_Problem details_
Output the records in full, exactly as given.
────────────────────
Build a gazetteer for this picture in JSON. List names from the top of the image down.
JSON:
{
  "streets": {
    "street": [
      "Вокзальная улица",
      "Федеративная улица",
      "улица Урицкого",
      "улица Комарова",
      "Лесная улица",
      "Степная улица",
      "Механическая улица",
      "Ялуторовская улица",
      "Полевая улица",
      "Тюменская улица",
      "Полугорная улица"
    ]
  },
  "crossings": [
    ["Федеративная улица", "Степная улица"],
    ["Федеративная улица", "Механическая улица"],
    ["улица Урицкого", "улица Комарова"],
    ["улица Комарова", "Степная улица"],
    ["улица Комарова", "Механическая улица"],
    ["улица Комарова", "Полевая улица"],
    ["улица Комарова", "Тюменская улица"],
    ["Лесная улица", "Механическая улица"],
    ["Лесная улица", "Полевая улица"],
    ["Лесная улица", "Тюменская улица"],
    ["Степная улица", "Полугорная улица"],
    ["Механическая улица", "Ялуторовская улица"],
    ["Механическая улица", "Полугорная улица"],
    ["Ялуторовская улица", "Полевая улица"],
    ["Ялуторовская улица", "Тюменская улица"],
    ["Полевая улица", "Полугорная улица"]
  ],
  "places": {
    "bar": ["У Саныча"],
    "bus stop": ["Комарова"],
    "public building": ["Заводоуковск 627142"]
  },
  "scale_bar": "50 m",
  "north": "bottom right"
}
────────────────────
_Written solution_
Build a gazetteer for this picture in JSON. List names from the top of the image down.
JSON:
{
  "streets": {
    "street": [
      "Вокзальная улица",
      "Федеративная улица",
      "улица Урицкого",
      "улица Комарова",
      "Лесная улица",
      "Степная улица",
      "Механическая улица",
      "Ялуторовская улица",
      "Полевая улица",
      "Тюменская улица",
      "Полугорная улица"
    ]
  },
  "crossings": [
    ["Федеративная улица", "Степная улица"],
    ["Федеративная улица", "Механическая улица"],
    ["улица Урицкого", "улица Комарова"],
    ["улица Комарова", "Степная улица"],
    ["улица Комарова", "Механическая улица"],
    ["улица Комарова", "Полевая улица"],
    ["улица Комарова", "Тюменская улица"],
    ["Лесная улица", "Механическая улица"],
    ["Лесная улица", "Полевая улица"],
    ["Лесная улица", "Тюменская улица"],
    ["Степная улица", "Полугорная улица"],
    ["Механическая улица", "Ялуторовская улица"],
    ["Механическая улица", "Полугорная улица"],
    ["Ялуторовская улица", "Полевая улица"],
    ["Ялуторовская улица", "Тюменская улица"],
    ["Полевая улица", "Полугорная улица"]
  ],
  "places": {
    "bar": ["У Саныча"],
    "bus stop": ["Комарова"],
    "public building": ["Заводоуковск 627142"]
  },
  "scale_bar": "50 m",
  "north": "bottom right"
}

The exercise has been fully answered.